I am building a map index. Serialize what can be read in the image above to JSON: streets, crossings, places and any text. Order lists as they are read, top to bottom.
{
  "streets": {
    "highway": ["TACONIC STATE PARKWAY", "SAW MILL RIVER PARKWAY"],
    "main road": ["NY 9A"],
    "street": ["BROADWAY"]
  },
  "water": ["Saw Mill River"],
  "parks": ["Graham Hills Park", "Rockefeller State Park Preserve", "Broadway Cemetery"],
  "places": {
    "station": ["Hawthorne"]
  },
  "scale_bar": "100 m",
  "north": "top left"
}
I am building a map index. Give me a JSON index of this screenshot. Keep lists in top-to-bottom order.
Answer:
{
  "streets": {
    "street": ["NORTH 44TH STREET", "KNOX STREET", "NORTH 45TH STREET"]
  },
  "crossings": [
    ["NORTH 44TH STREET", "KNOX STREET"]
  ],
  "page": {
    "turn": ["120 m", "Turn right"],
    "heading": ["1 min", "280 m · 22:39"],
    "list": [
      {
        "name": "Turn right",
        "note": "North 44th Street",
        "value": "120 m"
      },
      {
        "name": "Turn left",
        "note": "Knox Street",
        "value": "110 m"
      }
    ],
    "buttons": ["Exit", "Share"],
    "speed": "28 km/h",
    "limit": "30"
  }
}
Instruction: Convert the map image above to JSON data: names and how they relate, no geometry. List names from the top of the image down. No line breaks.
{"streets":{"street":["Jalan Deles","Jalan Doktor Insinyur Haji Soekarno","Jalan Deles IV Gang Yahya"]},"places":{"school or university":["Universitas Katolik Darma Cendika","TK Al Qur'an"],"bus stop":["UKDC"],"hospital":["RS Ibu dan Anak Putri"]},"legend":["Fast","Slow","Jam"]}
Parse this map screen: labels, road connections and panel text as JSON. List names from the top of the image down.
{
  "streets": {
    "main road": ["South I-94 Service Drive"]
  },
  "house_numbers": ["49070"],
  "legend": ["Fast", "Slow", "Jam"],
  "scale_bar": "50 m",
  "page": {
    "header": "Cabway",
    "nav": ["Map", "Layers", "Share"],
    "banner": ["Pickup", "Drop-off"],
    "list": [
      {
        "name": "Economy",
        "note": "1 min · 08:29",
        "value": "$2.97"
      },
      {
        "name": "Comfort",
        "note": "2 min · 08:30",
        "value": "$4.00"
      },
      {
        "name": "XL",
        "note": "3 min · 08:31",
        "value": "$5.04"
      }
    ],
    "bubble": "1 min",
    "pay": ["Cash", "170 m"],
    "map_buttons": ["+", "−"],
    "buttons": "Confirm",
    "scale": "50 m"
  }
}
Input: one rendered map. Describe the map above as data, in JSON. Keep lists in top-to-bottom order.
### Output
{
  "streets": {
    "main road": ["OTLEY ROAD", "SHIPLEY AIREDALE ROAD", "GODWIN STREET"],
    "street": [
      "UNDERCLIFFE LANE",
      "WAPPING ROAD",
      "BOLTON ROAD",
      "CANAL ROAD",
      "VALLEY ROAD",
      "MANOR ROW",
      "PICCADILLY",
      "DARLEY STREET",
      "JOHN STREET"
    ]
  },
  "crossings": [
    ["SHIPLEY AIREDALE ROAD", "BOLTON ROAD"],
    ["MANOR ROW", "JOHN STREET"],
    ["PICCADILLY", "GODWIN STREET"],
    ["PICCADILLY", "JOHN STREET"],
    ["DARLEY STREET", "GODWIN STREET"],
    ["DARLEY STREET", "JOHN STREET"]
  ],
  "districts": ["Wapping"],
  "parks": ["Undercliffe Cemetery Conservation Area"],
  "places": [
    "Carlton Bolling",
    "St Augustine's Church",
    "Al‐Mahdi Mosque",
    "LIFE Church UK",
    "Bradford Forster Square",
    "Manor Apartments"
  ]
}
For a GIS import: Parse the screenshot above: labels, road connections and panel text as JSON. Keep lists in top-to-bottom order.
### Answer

##############################

Try it —
From the records, copy out each line that includes the string "Keep".

Result of the exercise —
I am building a map index. Give me a JSON index of this screenshot. Keep lists in top-to-bottom order.
Input: one rendered map. Describe the map above as data, in JSON. Keep lists in top-to-bottom order.
For a GIS import: Parse the screenshot above: labels, road connections and panel text as JSON. Keep lists in top-to-bottom order.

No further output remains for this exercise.